Assistant Professor of the History of Art and Architecture
Image
Jeffrey Moser
Assistant Professor of the History of Art and Architecture
Photo: Mike Cohea/Brown University
Jeffrey Moser discovered a passion for the history, language, and art of China as an undergraduate at Berkeley. That initial excitement of discovery still sustains his interest. It's an experience he wants every student to have.

It was the classic undergraduate experience, Jeffrey Moser says. He arrived at Berkeley knowing that he wanted to study history but not sure about the history of what. So he signed up for an introductory course on China.

He was thunderstruck.

“When I started, I knew who Mao Zedong was and who Confucius was, but that was about it,” he said. “I took that survey course. Then I took another. Berkeley was very strong in East Asia studies. Once I got an idea of what was there — that I could spend my whole life studying it and barely scratch the surface — I was transfixed.”

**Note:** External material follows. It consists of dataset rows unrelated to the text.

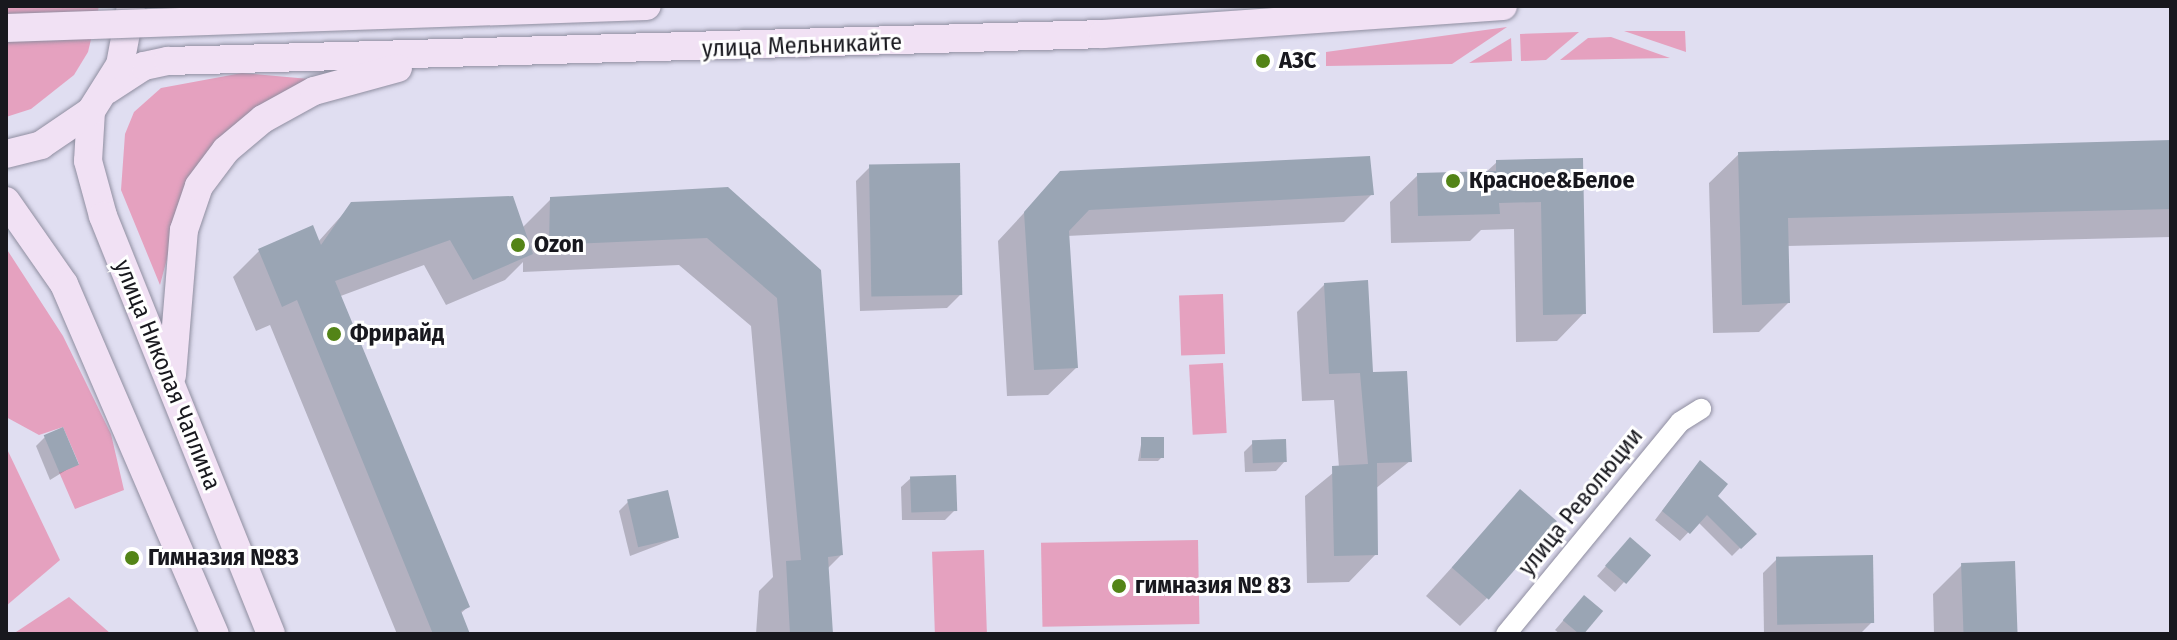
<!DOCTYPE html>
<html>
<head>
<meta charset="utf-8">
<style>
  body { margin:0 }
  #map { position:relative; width:2177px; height:640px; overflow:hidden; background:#e0def1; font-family:"Fira Sans Condensed",sans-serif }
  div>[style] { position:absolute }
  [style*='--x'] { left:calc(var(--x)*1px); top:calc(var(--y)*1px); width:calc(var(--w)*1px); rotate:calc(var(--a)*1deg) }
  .green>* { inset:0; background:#e5a1bf; transform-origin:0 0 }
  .shadow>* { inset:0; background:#0003 }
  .building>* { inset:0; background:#9aa5b4; transform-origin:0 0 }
  .roads { filter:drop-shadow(0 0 2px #8f8ea0) drop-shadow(0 0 2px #8f8ea0) }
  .street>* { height:20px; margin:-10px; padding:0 10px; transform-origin:10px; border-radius:10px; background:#fff }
  .secondary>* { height:28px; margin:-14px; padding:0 14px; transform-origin:14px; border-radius:14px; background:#f1e1f4 }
  .bridges { filter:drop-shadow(0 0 2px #8f8ea0) drop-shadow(0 0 2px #8f8ea0) }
  .secondary-bridge>* { height:28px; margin:-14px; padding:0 14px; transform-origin:14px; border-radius:14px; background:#f1e1f4 }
  .dots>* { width:22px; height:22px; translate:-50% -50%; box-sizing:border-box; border:4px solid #fff; border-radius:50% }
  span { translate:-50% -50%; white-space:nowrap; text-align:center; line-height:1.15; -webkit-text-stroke:6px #fff; paint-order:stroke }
  .street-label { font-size:24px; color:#18181e }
  .poi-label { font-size:24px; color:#18181e; font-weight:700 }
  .left { translate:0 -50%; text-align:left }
  .frame { position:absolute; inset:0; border:8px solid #18181e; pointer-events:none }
</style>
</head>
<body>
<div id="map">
  <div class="green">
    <div style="clip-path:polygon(6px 6px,99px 6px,88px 52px,74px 75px,31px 109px,6px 117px)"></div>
    <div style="clip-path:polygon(1507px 27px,1452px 64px,1326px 66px,1326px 52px)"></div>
    <div style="clip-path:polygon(1624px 31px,1685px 31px,1686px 52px)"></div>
    <div style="clip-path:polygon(1579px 32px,1546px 60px,1521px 61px,1520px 34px)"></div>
    <div style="clip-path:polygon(1511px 37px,1512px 61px,1469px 63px,1511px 38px)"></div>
    <div style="clip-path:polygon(1611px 37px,1670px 58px,1560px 60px,1588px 38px)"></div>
    <div style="clip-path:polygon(242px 73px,309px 79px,187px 183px,160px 285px,121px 190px,125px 134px,134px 112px,161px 88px)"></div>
    <div style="clip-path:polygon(6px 248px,63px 336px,111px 434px,124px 490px,75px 509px,59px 472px,79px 464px,63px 427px,39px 435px,6px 417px)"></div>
    <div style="left:1223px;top:294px;width:60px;height:44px;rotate:88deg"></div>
    <div style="left:1223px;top:363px;width:70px;height:34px;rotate:87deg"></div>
    <div style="clip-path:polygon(6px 447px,60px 560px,6px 606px)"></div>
    <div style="left:1198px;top:540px;width:84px;height:157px;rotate:89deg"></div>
    <div style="left:984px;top:550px;width:84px;height:52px;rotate:88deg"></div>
    <div style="clip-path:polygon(69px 597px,111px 634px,13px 634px)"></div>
  </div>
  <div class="shadow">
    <div style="clip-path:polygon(2171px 142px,2171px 237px,1787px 246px,1788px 303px,1759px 332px,1713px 333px,1709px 183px,1739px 154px)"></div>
    <div style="clip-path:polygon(1581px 160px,1584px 313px,1557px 341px,1516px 342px,1514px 229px,1481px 230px,1470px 241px,1391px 243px,1390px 202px,1418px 175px,1485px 173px,1497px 162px)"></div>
    <div style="clip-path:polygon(870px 167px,961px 294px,947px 308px,860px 311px,856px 181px)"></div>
    <div style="clip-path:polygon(1061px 173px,1372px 194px,1344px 222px,1067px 236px,1076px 368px,1048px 395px,1007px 396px,998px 241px)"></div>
    <div style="clip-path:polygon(728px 189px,819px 271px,841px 555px,827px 569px,831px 634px,756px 634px,759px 591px,773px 577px,751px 326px,679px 265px,523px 272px,523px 262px,505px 280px,446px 305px,424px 265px,338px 297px,468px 607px,460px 614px,468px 634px,397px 634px,270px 325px,256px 331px,233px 277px,259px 251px,318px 242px,352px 204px,522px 228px,551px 199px)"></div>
    <div style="clip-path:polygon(1325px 284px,1410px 461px,1375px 489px,1376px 554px,1349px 582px,1307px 583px,1305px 496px,1339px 468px,1334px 400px,1302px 401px,1297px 312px)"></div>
    <div style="clip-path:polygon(45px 437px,76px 464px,50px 480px,36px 446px)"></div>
    <div style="clip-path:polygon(1142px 439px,1162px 457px,1158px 461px,1138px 461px)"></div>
    <div style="clip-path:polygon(1253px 443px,1285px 461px,1276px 471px,1245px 472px,1244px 452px)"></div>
    <div style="clip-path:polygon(1692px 471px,1754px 534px,1732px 556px,1698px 522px,1680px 541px,1655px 520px)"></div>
    <div style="clip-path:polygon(911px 478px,955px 510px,945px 520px,902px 520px,901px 487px)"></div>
    <div style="clip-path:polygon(1520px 492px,1487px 598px,1460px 626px,1426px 596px)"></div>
    <div style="clip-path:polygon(628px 502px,677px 538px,630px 556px,619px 511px)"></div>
    <div style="clip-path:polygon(1621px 549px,1624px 582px,1615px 592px,1597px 576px)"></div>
    <div style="clip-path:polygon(1777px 559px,1872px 622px,1860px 634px,1764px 634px,1763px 573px)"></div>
    <div style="clip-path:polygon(1962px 565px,2016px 634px,1934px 634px,1933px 594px)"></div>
    <div style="clip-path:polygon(1575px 607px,1600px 612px,1581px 634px,1560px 634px,1555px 630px)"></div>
  </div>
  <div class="building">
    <div style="clip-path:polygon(2171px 140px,2171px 209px,1788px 218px,1790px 303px,1742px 305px,1738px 152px)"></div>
    <div style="clip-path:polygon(1370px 156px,1374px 195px,1089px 210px,1069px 231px,1078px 368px,1034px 370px,1024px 212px,1060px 171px)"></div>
    <div style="clip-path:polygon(1583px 158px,1586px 314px,1543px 315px,1541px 202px,1499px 203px,1500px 214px,1418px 216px,1417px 173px,1496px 171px,1496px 160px)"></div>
    <div style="left:960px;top:163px;width:132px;height:91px;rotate:89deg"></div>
    <div style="clip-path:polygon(728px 187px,821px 270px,843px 555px,828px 557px,833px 634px,790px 634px,786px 561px,801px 560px,777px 298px,707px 238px,549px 245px,550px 197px)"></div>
    <div style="clip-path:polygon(513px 196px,533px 254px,473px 280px,450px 240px,335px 281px,470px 607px,461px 611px,470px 634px,433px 634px,297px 300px,282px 307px,258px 249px,313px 225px,321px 245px,351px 202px)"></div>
    <div style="clip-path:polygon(1368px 280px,1373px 372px,1407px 371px,1412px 462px,1377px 463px,1378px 555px,1334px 556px,1332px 466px,1368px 464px,1360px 373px,1329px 374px,1324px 283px)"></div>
    <div style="left:63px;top:427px;width:41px;height:21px;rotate:67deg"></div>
    <div style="left:1141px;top:437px;width:23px;height:21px"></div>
    <div style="left:1286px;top:439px;width:23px;height:34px;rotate:88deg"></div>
    <div style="clip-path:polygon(1700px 460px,1728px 484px,1718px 496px,1757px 534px,1741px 549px,1707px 515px,1690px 534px,1662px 511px)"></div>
    <div style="left:956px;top:475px;width:36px;height:46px;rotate:88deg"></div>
    <div style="left:1520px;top:489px;width:49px;height:104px;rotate:41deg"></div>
    <div style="left:668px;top:490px;width:49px;height:42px;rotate:77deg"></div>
    <div style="left:1630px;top:537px;width:28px;height:38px;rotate:41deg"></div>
    <div style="left:1873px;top:555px;width:68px;height:97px;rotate:89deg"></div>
    <div style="left:2015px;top:561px;width:73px;height:54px;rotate:88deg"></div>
    <div style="left:1584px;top:595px;width:25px;height:33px;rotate:40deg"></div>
  </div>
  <div class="roads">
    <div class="street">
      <div style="--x:1506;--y:634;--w:274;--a:-50.6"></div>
      <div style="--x:1680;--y:422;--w:25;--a:-32"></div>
    </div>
    <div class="secondary">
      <div style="--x:107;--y:90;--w:44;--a:-33"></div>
      <div style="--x:144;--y:66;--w:25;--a:-12"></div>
      <div style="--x:168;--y:61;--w:935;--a:-1.65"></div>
      <div style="--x:1103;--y:34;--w:401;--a:-4"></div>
      <div style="--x:91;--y:111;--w:50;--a:93.4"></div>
      <div style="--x:88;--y:161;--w:57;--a:74.7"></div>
      <div style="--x:103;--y:216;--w:450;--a:68.1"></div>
      <div style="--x:6;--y:154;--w:36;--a:-14"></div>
      <div style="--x:41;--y:145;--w:60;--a:-34.2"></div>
      <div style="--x:91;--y:111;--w:54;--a:-57.8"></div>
      <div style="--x:120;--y:65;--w:60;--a:-79.4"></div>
      <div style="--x:6;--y:201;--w:101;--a:55.1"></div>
      <div style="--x:64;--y:284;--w:381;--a:66.7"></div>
      <div style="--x:172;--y:375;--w:145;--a:-85.3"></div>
      <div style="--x:184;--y:230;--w:46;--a:-71.2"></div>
      <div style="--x:199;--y:186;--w:45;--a:-53.1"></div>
      <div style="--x:226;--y:150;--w:48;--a:-40"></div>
      <div style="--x:263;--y:119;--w:58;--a:-28.8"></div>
      <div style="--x:314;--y:91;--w:87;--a:-15.3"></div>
    </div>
  </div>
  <div class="bridges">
    <div class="secondary-bridge">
      <div style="--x:6;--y:28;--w:641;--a:-1.97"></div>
    </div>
  </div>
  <div class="dots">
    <div style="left:1263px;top:61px;background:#538417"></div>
    <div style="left:1453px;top:181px;background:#538417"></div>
    <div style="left:518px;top:245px;background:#538417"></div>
    <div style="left:334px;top:334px;background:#538417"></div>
    <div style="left:132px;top:558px;background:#538417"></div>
    <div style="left:1119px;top:586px;background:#538417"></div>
  </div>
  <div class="street-label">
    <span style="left:802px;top:46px;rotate:-2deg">улица Мельникайте</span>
    <span style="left:167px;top:375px;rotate:68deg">улица Николая Чаплина</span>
    <span style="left:1581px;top:502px;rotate:-51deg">улица Революции</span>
  </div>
  <div class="poi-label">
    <span class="left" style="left:1279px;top:61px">АЗС</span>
    <span class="left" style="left:1469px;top:181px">Красное&amp;Белое</span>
    <span class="left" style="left:534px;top:245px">Ozon</span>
    <span class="left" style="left:350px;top:334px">Фрирайд</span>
    <span class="left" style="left:148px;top:558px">Гимназия №83</span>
    <span class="left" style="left:1135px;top:586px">гимназия № 83</span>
  </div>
  <div class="frame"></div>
</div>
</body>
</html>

He finished his bachelor of arts in Chinese history with highest distinction — “blessed with certitude” about his choice of an academic career, he says — and set off on the next major hurdle: mastering the language.

“I moved to Taiwan. My first year there I was studying Chinese and teaching English to support myself, which is what most of my classmates were doing,” Moser said. “What that meant was that I was spending two hours a day learning Chinese and the rest of my time speaking English, which wasn’t why I had moved to Taiwan. About nine months in, I decided I had to find employment in a Chinese-speaking environment.”

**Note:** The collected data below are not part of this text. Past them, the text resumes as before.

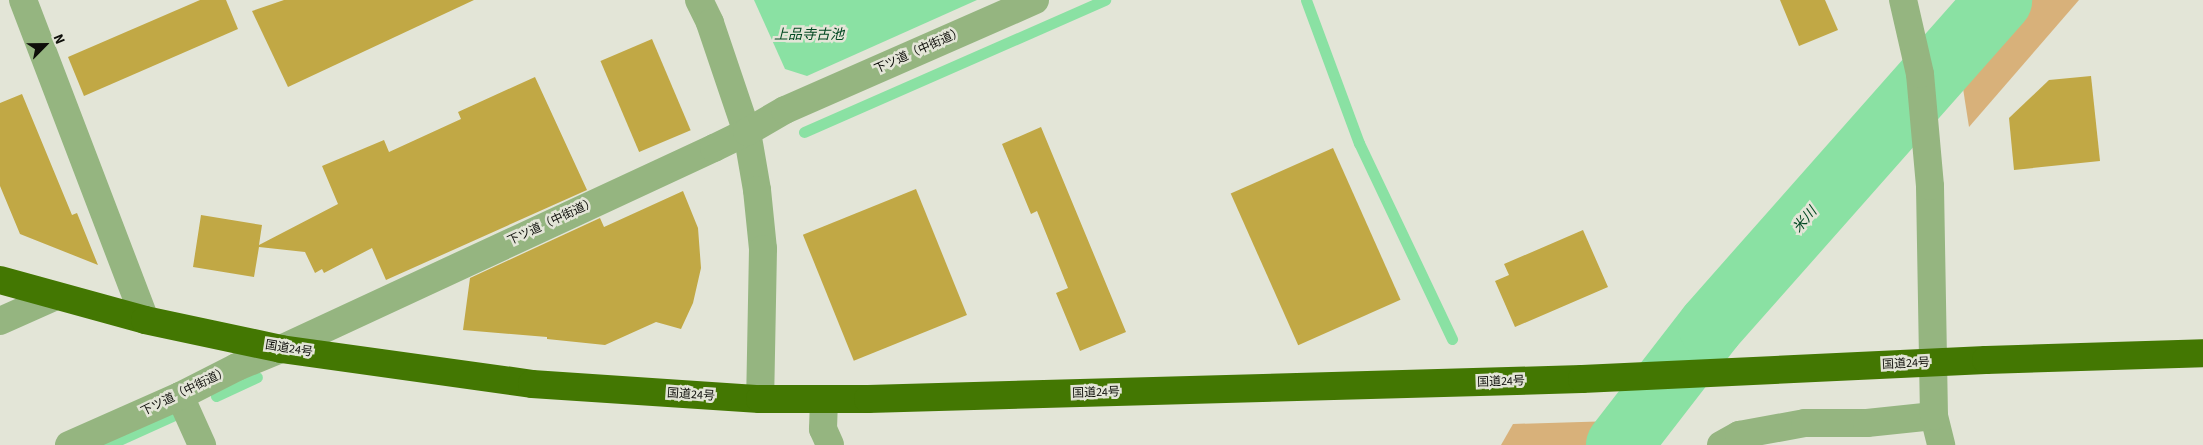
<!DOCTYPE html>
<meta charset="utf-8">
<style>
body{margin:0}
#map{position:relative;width:2203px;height:445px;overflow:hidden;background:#e3e5d7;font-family:"Source Sans 3","Noto Sans JP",sans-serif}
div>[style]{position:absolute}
.green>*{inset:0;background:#d8b17a}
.water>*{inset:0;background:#8ae1a3}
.stream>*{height:11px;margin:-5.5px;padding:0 5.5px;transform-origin:5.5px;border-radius:5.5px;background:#8ae1a3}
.river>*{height:66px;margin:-33px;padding:0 33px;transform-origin:33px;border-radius:33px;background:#8ae1a3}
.building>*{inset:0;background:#c1a845;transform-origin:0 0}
.minor>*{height:28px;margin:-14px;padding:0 14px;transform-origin:14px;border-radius:14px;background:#95b580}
.highway>*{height:28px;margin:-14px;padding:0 14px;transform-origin:14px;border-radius:14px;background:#437702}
span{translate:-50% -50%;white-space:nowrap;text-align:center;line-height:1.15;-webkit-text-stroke:5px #e3e5d7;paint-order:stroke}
.street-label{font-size:12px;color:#0e0e0a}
.water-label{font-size:14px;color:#024822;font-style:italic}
.north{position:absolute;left:20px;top:20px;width:50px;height:50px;-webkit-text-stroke:4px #e3e5d7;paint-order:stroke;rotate:67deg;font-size:14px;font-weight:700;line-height:20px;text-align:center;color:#0e0e0a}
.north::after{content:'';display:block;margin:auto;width:18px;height:22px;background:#0e0e0a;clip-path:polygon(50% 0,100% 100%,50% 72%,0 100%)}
</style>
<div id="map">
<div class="green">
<i style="clip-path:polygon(2018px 0,2079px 0,1969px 127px,1960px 69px)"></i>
<i style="clip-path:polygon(1614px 421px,1594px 445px,1501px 445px,1513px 424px)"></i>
</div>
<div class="water">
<i style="clip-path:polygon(754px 0,977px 0,807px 76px,785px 69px)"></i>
</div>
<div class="stream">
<i style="left:1306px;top:0;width:153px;rotate:69.7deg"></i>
<i style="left:1359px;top:143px;width:217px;rotate:64.6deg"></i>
<i style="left:804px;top:132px;width:329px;rotate:-23.7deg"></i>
<i style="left:216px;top:396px;width:45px;rotate:-24.9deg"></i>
<i style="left:108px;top:445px;width:85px;rotate:-24.4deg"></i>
</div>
<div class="river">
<i style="left:1619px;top:445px;width:150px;rotate:-52.3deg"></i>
<i style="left:1711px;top:326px;width:435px;rotate:-48.5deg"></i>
</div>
<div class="building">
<i style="clip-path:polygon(200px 0,226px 0,238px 29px,84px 96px,68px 57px)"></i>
<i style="clip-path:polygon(284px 0,474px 0,288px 87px,252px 11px)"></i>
<i style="clip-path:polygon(1780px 0,1825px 0,1838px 30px,1799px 46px)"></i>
<i style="left:652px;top:39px;width:99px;height:56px;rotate:67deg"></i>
<i style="clip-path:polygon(2091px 76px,2100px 161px,2014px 170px,2009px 118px,2049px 80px)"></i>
<i style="clip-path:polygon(535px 77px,587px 190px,386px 280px,372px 248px,324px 273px,322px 269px,315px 273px,305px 252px,259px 247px,254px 277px,193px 267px,201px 215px,262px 225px,259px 245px,338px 204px,322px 166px,384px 140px,389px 152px,461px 119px,458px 112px)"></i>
<i style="clip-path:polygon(22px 94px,72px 215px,77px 213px,98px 265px,20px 234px,0 186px,0 103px)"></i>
<i style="clip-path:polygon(1041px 127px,1126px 332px,1080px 351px,1056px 293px,1068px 288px,1037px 211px,1031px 214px,1002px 144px)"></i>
<i style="left:1333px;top:148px;width:166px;height:112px;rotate:66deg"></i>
<i style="left:916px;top:189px;width:136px;height:122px;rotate:68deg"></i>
<i style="clip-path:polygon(683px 191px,698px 228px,701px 268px,693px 303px,681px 329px,656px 322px,605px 345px,547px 339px,547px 337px,463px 330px,470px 278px,600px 218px,604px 227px)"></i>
<i style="clip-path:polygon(1583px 230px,1608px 287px,1515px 327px,1495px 281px,1509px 275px,1504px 264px)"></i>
</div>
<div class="minor">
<i style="left:23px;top:0;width:342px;rotate:69.1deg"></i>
<i style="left:699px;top:0;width:25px;rotate:64deg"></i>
<i style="left:710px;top:23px;width:115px;rotate:71.3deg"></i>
<i style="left:747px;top:132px;width:59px;rotate:80.2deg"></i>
<i style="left:757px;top:190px;width:59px;rotate:84.2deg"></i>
<i style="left:763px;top:249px;width:150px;rotate:91.1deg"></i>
<i style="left:0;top:321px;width:59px;rotate:-24deg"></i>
<i style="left:180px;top:396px;width:54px;rotate:65.8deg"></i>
<i style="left:824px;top:400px;width:29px;rotate:92deg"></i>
<i style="left:823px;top:429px;width:17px;rotate:66deg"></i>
<i style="left:1934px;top:416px;width:30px;rotate:76deg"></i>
<i style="left:69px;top:445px;width:121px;rotate:-23.8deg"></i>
<i style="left:180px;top:396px;width:64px;rotate:-27deg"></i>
<i style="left:237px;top:367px;width:48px;rotate:-22.2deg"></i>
<i style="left:281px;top:349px;width:477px;rotate:-24.9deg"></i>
<i style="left:714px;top:148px;width:37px;rotate:-26deg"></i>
<i style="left:747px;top:132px;width:44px;rotate:-30.1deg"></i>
<i style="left:785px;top:110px;width:273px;rotate:-23.7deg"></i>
<i style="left:1721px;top:445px;width:21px;rotate:-29deg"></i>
<i style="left:1739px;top:435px;width:67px;rotate:-10.3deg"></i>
<i style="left:1805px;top:423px;width:62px"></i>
<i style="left:1867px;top:423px;width:67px;rotate:-6deg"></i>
<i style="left:1934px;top:416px;width:230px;rotate:-91deg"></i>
<i style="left:1930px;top:186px;width:112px;rotate:-95.1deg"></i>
<i style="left:1920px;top:74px;width:76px;rotate:-102.9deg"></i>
</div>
<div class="highway">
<i style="left:0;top:280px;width:150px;rotate:15.4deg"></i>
<i style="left:145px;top:320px;width:139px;rotate:12deg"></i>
<i style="left:281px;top:349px;width:253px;rotate:7.9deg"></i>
<i style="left:532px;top:384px;width:228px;rotate:3.8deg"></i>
<i style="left:760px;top:399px;width:108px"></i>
<i style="left:868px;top:399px;width:714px;rotate:-1.6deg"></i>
<i style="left:1582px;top:379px;width:404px;rotate:-2.7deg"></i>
<i style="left:1986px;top:360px;width:217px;rotate:-1.8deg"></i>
</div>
<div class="street-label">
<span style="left:919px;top:51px;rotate:-24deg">下ツ道（中街道）</span>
<span style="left:552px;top:222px;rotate:-25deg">下ツ道（中街道）</span>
<span style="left:289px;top:349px;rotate:9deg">国道24号</span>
<span style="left:1906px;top:364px;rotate:-3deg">国道24号</span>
<span style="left:1501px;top:382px;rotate:-2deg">国道24号</span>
<span style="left:185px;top:392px;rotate:-26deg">下ツ道（中街道）</span>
<span style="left:1096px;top:393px;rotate:-2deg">国道24号</span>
<span style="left:691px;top:395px;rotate:4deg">国道24号</span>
</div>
<div class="water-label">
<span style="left:809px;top:35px">上品寺古池</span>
<span style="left:1805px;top:220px;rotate:-49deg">米川</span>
</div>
<div class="north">N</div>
</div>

That decision opened an expansive academic vista: art. Moser noticed a small job posting from the National Palace Museum, looking for an editor and translator. His facility with written and spoken Chinese had developed to the point that he thought he might be able to apply, but he was still astonished when the museum actually hired him.

The institution that he joined was in desperate need of translation assistance. Every exhibition label and wall text required an English translation, the museum put out an English edition of its quarterly newsletter, and every scholarly paper published in the museum’s research journal required an English abstract. Moser was one of the two foreign translators at the museum tasked with producing this content. This put him in direct contact with the curators working at the museum, and the wider community of art historians studying its collection.

“As a young guy, all of these senior scholars would come to me and talk about their work so that I would have the knowledge to prepare their translations. Who wouldn’t be enthralled by that experience? I was exposed to their research at a very high level and very early on — and that’s what pulled me into art history.”

He remained at the National Palace Museum for four years, completing an intensive language program at the National Taiwan University and beginning a four-year master’s degree there in Chinese art history. He also began work on his Ph.D. at Harvard, maintaining concurrent enrollments and receiving both degrees in the same year.

His dissertation and master’s thesis focused on the art and history of the Song dynasty (A.D. 960–1279). The Song was an era of momentous cultural, intellectual, economic, and social development: printing, gunpowder, paper money, major advances in agriculture, demographic growth and change, and new scholarly endeavors of all kinds. It witnessed a flowering of culture centuries before the awakening in Europe — a Renaissance in its own terms.

The period had a tremendous influence on the development of art across East Asia. Painters developed radically new techniques to represent the myriad effects of the environment on the human consciousness. Scholars produced what are among the world’s earliest catalogues of ancient artifacts and wrote extensive commentaries on the arts of painting and calligraphy. There was a fresh effort to study and reinterpret the Confucian classics — to adapt the teachings of the past to a world convulsed by dramatic changes.

“All kinds of cultural, intellectual, economic, and social phenomena that we consider essential to ‘traditional China’ developed in the Song,” Moser said. “The relationships between these developments have substantial implications for how we understand processes of historical change elsewhere in the world. It’s the first period for which both physical art objects and written commentaries about art survive in large numbers, exponentially greater than those of earlier eras. It becomes possible to ask and answer whole sets of questions that aren’t possible for scholars of the early dynasties.”

Moser comes to Brown from McGill University in Montreal. He knew Brown both by academic reputation — home to some of the leading scholars in both the field of art history and the study of East Asia, he said — and for the attention it devotes to an undergraduate experience that is nourished by the first-class scholars and graduate students of a research university.

“I have a passion for undergraduate education. It was personally important for me, and it made everything else in my life possible,” Moser said. “If I can bring a fraction of that inspiration to students, it will be one of the most important things I do in this life. The opportunity to be at an institution that expects that and facilitates that is really exciting.”